BEGIN Source material

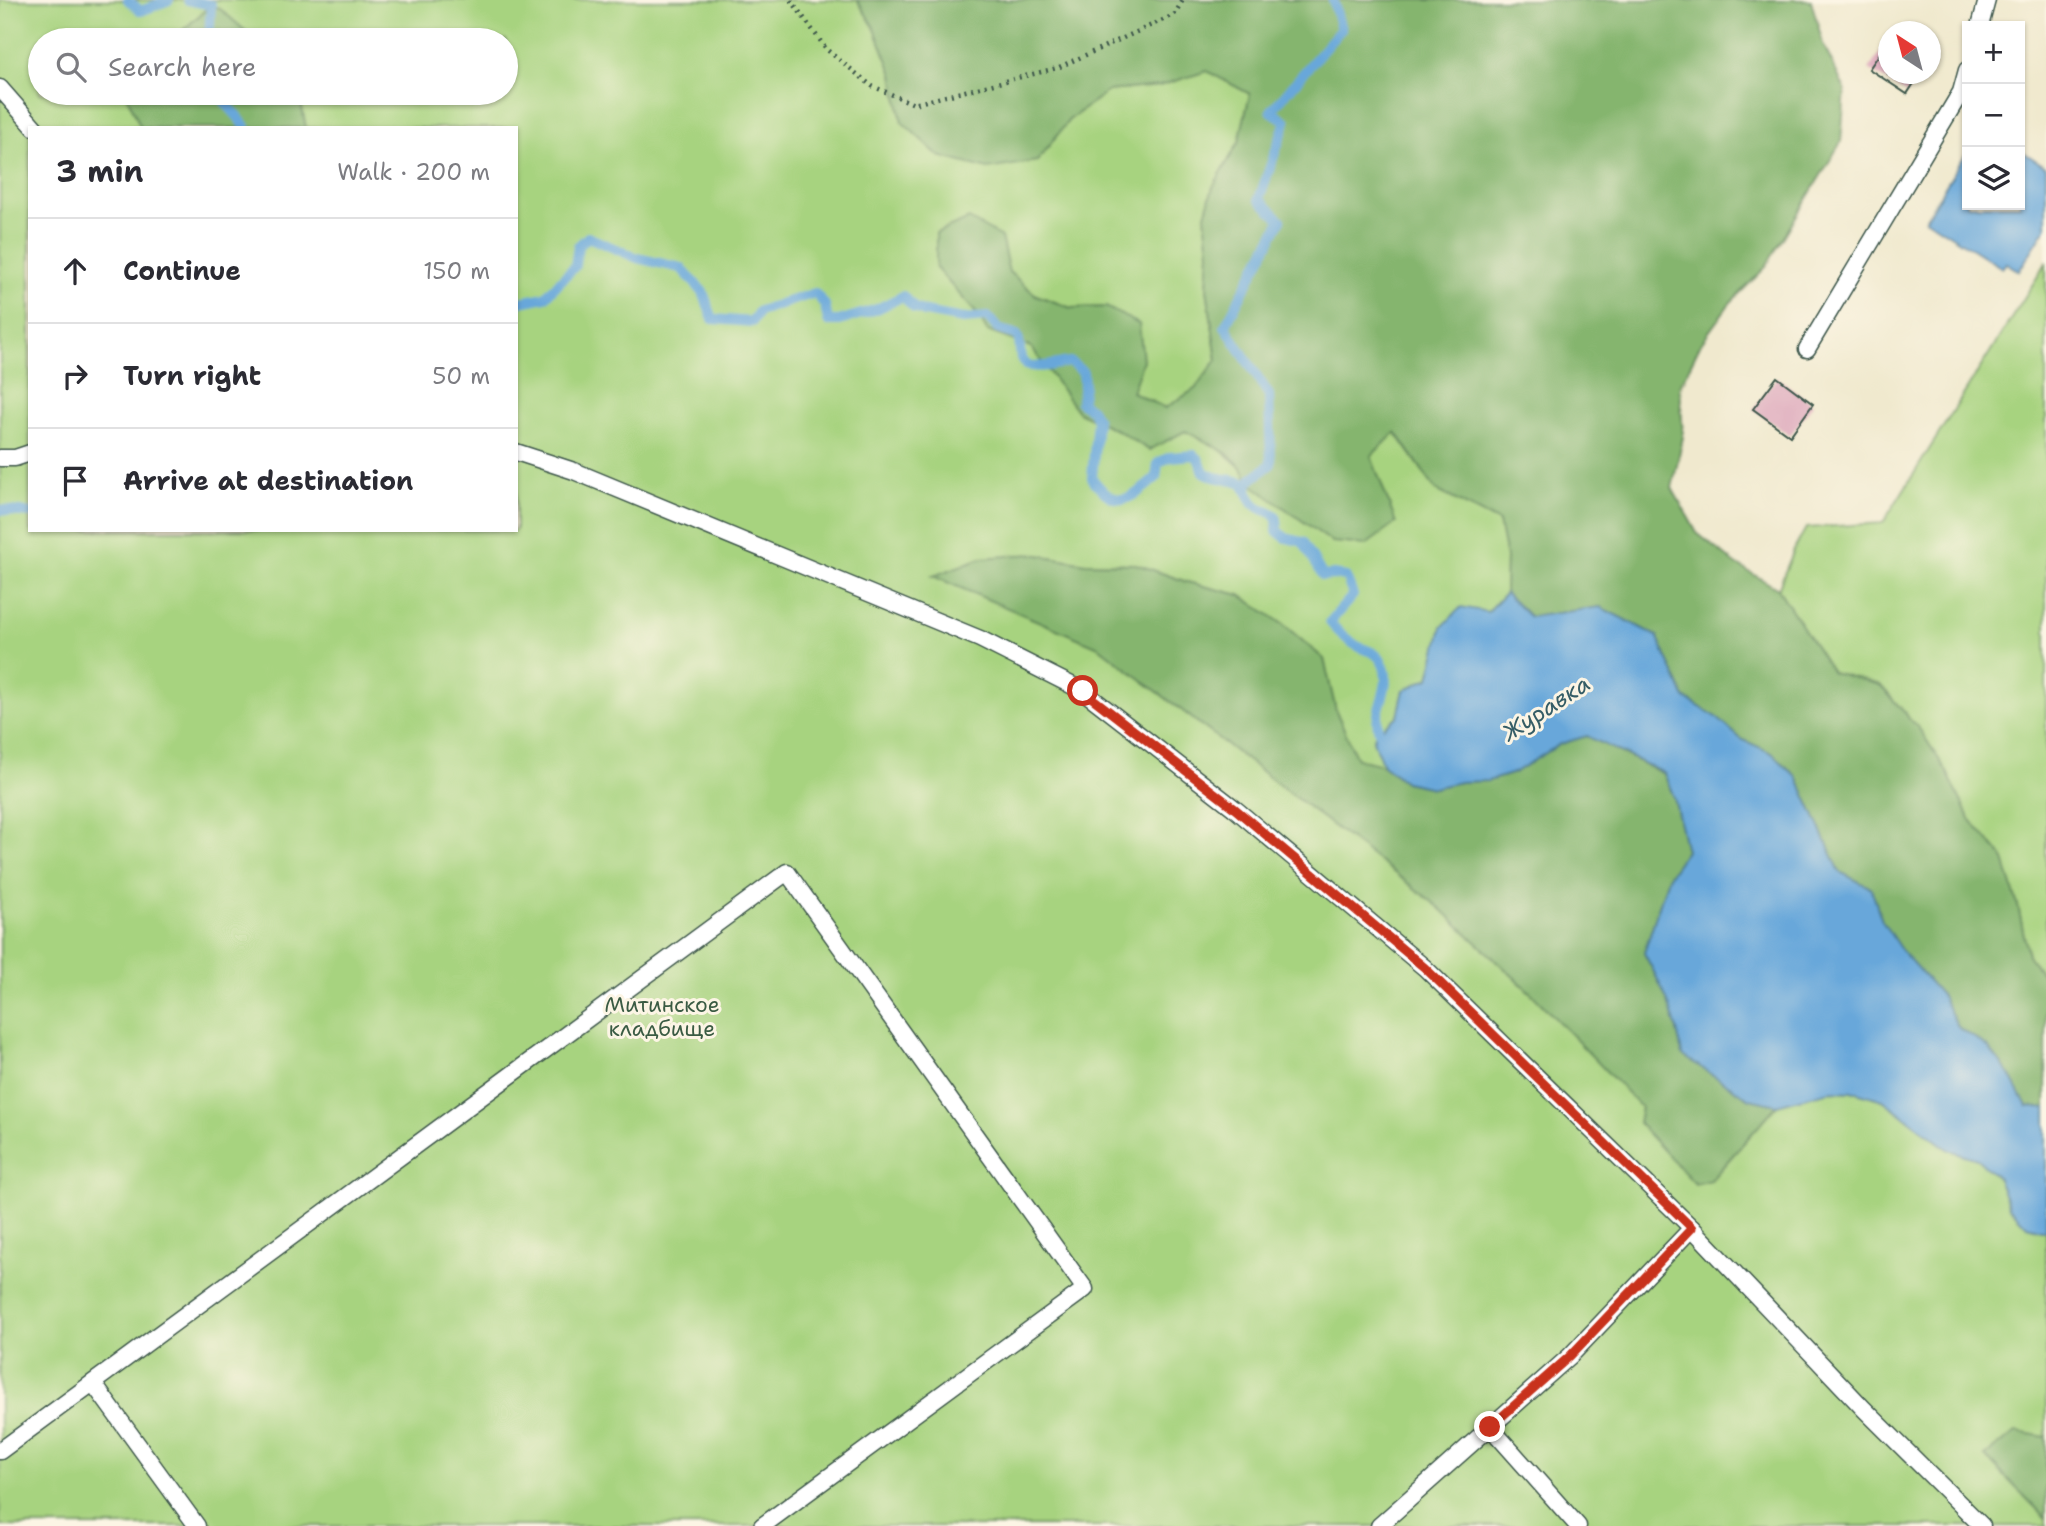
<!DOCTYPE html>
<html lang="en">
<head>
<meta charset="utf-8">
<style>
  body { margin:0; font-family:"Shantell Sans",sans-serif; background:#f7f7f7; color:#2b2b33 }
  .controls { position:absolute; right:21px; top:21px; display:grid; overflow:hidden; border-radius:0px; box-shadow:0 2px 5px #0004 }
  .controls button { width:63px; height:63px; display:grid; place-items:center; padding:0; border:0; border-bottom:2px solid #e1e1e2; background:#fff; color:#2b2b33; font:35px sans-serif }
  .compass { position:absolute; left:1878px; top:21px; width:63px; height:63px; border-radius:50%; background:#fff; box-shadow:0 2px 5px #0004; rotate:324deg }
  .stop { position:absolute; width:21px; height:21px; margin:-16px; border:5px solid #c8321e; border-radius:50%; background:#fff }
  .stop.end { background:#c8321e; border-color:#fff; box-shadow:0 2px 7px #0008 }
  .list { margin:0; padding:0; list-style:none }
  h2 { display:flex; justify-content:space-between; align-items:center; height:91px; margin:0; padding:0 28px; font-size:30px }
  h2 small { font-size:23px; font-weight:400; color:#7c7c81 }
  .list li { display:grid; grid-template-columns:46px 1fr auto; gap:21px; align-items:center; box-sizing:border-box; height:105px; padding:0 28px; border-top:2px solid #e1e1e2 }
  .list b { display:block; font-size:26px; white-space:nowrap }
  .list em { font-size:23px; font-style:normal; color:#7c7c81 }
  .icon { flex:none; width:38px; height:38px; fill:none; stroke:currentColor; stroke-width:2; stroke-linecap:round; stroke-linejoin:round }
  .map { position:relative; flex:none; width:2046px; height:1526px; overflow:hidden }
  .search { position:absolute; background:#fff; box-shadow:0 2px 5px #0004; left:28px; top:28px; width:490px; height:77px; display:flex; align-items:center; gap:18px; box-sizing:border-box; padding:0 24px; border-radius:38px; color:#7c7c81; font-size:26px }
  .panel { position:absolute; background:#fff; box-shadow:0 2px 5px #0004; left:28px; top:126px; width:490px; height:406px; border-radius:0px }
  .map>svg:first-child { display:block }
  .green { fill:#a7d37f; stroke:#63885a; stroke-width:2; fill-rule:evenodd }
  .forest { fill:#85b56e; stroke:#527951; stroke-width:2 }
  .water { fill:#68a7da; stroke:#447287; stroke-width:2 }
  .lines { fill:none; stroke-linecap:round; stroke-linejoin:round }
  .stream { stroke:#68a7da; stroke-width:10 }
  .building { fill:#dda7bb }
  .service-casing { stroke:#3e574b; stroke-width:19 }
  .path { stroke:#3e574b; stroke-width:4.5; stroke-dasharray:2 5; stroke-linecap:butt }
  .service { stroke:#fff; stroke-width:16 }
  .route { stroke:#c8321e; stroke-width:9 }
  .labels { text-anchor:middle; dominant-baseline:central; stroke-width:6; stroke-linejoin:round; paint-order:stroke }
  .park-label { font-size:21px; fill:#3a5b43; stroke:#fcf5e5 }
  .water-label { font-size:23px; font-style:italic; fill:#355d66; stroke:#fcf5e5 }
</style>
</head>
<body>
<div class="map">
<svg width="2046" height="1526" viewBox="0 0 2046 1526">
  <rect width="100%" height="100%" fill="#fcf5e5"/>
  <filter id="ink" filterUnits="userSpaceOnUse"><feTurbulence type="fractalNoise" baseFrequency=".0143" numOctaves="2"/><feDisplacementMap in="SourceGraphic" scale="14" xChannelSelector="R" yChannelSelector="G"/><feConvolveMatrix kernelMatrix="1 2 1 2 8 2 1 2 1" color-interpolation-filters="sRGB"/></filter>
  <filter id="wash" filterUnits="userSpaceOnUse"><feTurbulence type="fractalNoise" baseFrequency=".00686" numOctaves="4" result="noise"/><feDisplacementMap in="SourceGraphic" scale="28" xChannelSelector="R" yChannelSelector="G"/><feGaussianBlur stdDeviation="1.57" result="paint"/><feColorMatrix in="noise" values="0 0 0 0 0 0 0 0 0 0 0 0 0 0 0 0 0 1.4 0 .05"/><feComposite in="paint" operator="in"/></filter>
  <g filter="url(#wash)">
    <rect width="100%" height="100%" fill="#f0e9ce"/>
    <g class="green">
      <path d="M0,0h857l17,27 19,47 9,48 135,39 32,-41 39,-29 51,-5 48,-15 43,23 -11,48 -26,45 -8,28 4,37 -2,36 10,72 -22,29 -30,19 -33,-16 11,-32 -37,-53 -35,1 -35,-13 -27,-23 -73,-4 43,48 8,15 44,16 47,65 41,19 30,19 36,-19 32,16 29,25 125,-17 24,-23 41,58 63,32 7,35 -1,36 -17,19 -45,15 -14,51 -25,12 -6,26 -21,16 -4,8 10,25 -26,-6 -21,-48 -12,-52 -40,-34 -44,-30 -53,-13 -51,-18 -50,-1 -54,-9 -99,22 166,71 340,260 94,88 108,112 -3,16 73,57 66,-75 53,-14 27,1 26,8 66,50 28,8 21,20 11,29 18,19 19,5v206l-30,-5 -31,24 61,62v8h-2046zM211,5l8,3 37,32h250v53h-207l7,35h210v402h-486v-402h111l-15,-35h-86v-53h132z"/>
      <path d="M2046,263v717l-18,-25 -10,-49 -15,-49 -34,-39 -22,-46 -27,-42 -40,-45 -48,-13 -54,-83 16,-39 12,-22 77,-5z"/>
    </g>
    <g class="forest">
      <path d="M857,0h954l12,44 22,46 -4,52 -76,126 -35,35 -29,40 -21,43 3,51 -11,51 25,45 39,31 42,25 54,83 48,13 40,45 27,42 22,46 34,39 15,49 10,49 18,25v128l-19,-2 -17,-31 -22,-28 -30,-20 -16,-31 -41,-46 -19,-29 -11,-33 -31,-16 -43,-95 -25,-24 -31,-14 -26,-23 -30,-18 -28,-62 -57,-29 -70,10 -25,-24 1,-36 -7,-35 -63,-32 -40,-58 -25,24 25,67 -30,22 -34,-3 -84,-60c-6,-26 -41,-40 -63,-51l-36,19 -30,-19 -41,-19 -47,-65 -44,-16 -8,-15 -43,-48v-35l33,-14 32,18 8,35 27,23 35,13 35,-1 33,17 4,36 -11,32 33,16 30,-19 22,-29 -10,-72 2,-36 -4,-37 8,-28 26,-45 11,-48 -43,-23 -48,15 -51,5 -39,29 -32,41 -49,8 -49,-13 -37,-34 -9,-48 -19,-47z"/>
      <path d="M211,5l8,3 37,32h-84z"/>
      <path d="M126,93h173l7,35h-165z"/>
      <path d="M1032,554l54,9 50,1 51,18 53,13 44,30 40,34 12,52 21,48 26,6 22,17 28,6 27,-6 28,-1 26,-8 46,-29 27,-8 77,38 10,23 12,54 -17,24 -25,78c19,35 32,62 38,102l68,44 27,6 -66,75 -16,4 -57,-61 3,-16 -108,-112 -94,-88 -340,-260 -166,-71 48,-18z"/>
      <path d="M2016,1432l30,5v81l-61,-62z"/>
    </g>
    <g class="water">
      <path d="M2020,150l26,17v61l-27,43 -13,-8 -4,5 -77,-49 42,-67v53h53z"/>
      <path d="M1505,593l25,24 70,-10 57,29 28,62 30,18 26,23 31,14 25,24 43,95 31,16 11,33 19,29 41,46 16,31 30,20 22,28 17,31 19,2v123l-19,-5 -18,-19 -11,-29 -21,-19 -28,-9 -66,-50 -26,-8 -27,-1 -53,14 -27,-6 -68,-44c-6,-40 -19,-67 -38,-102l25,-78 17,-24 -12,-54 -10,-24 -77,-37 -27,8 -46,29 -26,8 -28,1 -27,6 -28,-6 -22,-17 -10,-25 4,-8 21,-16 6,-26 25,-12 13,-51 19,-20 27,5z"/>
    </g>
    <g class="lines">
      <g class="stream">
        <path d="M128,0l13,11 28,-11"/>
        <path d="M188,0l23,5 -2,35"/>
        <path d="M218,93c8,13 20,21 28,35"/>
        <path d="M516,303l29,-6 30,-31 3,-20 10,-9 49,21 44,10 22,24 10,27 39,3 7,-11 56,-18 10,12 3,16h11l38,-12 26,-13 11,12 11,4 38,7 25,-2 10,12 19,6c4,8 2,15 4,23 6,16 37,5 49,4l13,10 1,14 -3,17 10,6 6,10 -5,59c24,33 37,23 64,0l2,-15 12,-6 24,-2 4,3 6,14 10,5 28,5c4,7 7,15 12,21 12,14 26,2 23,28l9,7 17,4 20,34 11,-1 12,2 7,18 -23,27c7,9 15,16 24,22 10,7 22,6 28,18 15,29 -18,52 2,79"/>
        <path d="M1247,490l1,-8 23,-18 -2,-69 -44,-69 56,-106 -22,-21 27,-78 -15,-10 70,-82 -8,-29"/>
        <path d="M0,510l30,3"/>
      </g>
    </g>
    <g id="blocks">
      <g class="building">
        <path d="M1887,43l1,1v30h32l-13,20 -38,-25z"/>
        <path d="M1777,377l36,27 -23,32 -37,-27z"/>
      </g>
    </g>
  </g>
  <g filter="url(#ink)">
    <use href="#blocks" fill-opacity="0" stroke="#3e574b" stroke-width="2"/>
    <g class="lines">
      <defs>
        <g id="service">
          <path d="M1980,26l7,-26"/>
          <path d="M0,88l35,40"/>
          <path d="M1807,349l154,-257 6,-22"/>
          <path d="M516,452l58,19 406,168 103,52 151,117 191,160 267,260 172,181 118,117"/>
          <path d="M0,458h15l15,-5"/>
          <path d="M93,1383l104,143"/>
          <path d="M1490,1427l88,99"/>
          <path d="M0,1451l787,-579 298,417 -323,237"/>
          <path d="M1379,1526l191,-170 122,-128"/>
        </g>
      </defs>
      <use href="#service" class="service-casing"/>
      <path class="path" d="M791,0l36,50 45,36 42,18 143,-36 117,-53 9,-15"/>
      <use href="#service" class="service"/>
    </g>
  </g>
  <g class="lines" filter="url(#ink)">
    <path class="route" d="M1083,691l151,117 191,160 267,260 -122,128 -80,71"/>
  </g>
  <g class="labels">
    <g class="park-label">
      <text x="662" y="1005">Митинское<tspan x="662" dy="24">кладбище</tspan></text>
    </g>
    <g class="water-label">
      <text transform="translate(1546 708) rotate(-33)">Журавка</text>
    </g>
  </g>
</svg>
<div class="controls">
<button>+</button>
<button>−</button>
<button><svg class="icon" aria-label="layers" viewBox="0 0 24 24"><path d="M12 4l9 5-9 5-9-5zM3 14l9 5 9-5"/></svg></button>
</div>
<svg class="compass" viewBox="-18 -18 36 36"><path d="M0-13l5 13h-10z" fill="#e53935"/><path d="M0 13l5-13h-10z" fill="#7c7c81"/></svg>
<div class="stop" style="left:1083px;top:691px"></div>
<div class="stop end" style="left:1490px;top:1427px"></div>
<div class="search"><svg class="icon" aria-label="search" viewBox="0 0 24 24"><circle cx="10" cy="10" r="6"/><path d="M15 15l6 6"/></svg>Search here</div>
<section class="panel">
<h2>3 min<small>Walk · 200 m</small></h2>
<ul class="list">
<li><svg class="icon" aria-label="ahead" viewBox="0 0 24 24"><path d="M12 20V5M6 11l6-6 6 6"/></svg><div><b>Continue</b></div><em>150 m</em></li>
<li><svg class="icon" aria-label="right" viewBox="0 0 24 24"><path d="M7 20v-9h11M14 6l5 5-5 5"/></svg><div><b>Turn right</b></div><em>50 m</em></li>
<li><svg class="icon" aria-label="arrive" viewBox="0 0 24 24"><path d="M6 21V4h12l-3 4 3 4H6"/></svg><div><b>Arrive at destination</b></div></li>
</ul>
</section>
</div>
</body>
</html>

END Source material

# Task brief
Your task is to retype the entries verbatim, starting with the line that holds "width:63px; height:63px; display:grid;" and stopping after the line that holds "position:absolute; width:21px; height:21px;".

# Written answer
  .controls button { width:63px; height:63px; display:grid; place-items:center; padding:0; border:0; border-bottom:2px solid #e1e1e2; background:#fff; color:#2b2b33; font:35px sans-serif }
  .compass { position:absolute; left:1878px; top:21px; width:63px; height:63px; border-radius:50%; background:#fff; box-shadow:0 2px 5px #0004; rotate:324deg }
  .stop { position:absolute; width:21px; height:21px; margin:-16px; border:5px solid #c8321e; border-radius:50%; background:#fff }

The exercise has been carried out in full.